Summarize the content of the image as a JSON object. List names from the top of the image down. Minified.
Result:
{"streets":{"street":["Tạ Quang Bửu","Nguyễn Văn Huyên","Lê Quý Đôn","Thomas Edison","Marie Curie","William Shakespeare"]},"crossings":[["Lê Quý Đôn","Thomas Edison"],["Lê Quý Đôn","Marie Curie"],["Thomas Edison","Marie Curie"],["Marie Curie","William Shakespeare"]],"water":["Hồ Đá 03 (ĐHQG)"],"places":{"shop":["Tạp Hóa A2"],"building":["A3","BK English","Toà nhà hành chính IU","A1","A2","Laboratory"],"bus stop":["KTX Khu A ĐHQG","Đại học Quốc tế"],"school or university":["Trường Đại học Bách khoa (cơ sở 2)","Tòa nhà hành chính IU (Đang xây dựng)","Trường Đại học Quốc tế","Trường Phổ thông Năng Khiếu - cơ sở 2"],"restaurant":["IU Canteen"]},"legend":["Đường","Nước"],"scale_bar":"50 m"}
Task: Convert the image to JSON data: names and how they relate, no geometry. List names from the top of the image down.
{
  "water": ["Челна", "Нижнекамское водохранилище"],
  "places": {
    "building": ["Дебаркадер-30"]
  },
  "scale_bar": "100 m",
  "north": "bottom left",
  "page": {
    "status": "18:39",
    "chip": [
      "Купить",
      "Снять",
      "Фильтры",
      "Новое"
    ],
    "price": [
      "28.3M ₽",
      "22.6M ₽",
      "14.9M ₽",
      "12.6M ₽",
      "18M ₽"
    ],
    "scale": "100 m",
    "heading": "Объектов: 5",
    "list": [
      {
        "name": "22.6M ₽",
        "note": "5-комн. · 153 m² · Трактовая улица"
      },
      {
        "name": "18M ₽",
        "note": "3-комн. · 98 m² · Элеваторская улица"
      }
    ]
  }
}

★ ★ ★ ★ ★ ★ ★

▶ **DIRECTIONS**
Starting at the top, retype every line of the material above exactly.

▶ **RESPONSE AREA**
Summarize the content of the image as a JSON object. List names from the top of the image down. Minified.
Result:
{"streets":{"street":["Tạ Quang Bửu","Nguyễn Văn Huyên","Lê Quý Đôn","Thomas Edison","Marie Curie","William Shakespeare"]},"crossings":[["Lê Quý Đôn","Thomas Edison"],["Lê Quý Đôn","Marie Curie"],["Thomas Edison","Marie Curie"],["Marie Curie","William Shakespeare"]],"water":["Hồ Đá 03 (ĐHQG)"],"places":{"shop":["Tạp Hóa A2"],"building":["A3","BK English","Toà nhà hành chính IU","A1","A2","Laboratory"],"bus stop":["KTX Khu A ĐHQG","Đại học Quốc tế"],"school or university":["Trường Đại học Bách khoa (cơ sở 2)","Tòa nhà hành chính IU (Đang xây dựng)","Trường Đại học Quốc tế","Trường Phổ thông Năng Khiếu - cơ sở 2"],"restaurant":["IU Canteen"]},"legend":["Đường","Nước"],"scale_bar":"50 m"}
Task: Convert the image to JSON data: names and how they relate, no geometry. List names from the top of the image down.
{
  "water": ["Челна", "Нижнекамское водохранилище"],
  "places": {
    "building": ["Дебаркадер-30"]
  },
  "scale_bar": "100 m",
  "north": "bottom left",
  "page": {
    "status": "18:39",
    "chip": [
      "Купить",
      "Снять",
      "Фильтры",
      "Новое"
    ],
    "price": [
      "28.3M ₽",
      "22.6M ₽",
      "14.9M ₽",
      "12.6M ₽",
      "18M ₽"
    ],
    "scale": "100 m",
    "heading": "Объектов: 5",
    "list": [
      {
        "name": "22.6M ₽",
        "note": "5-комн. · 153 m² · Трактовая улица"
      },
      {
        "name": "18M ₽",
        "note": "3-комн. · 98 m² · Элеваторская улица"
      }
    ]
  }
}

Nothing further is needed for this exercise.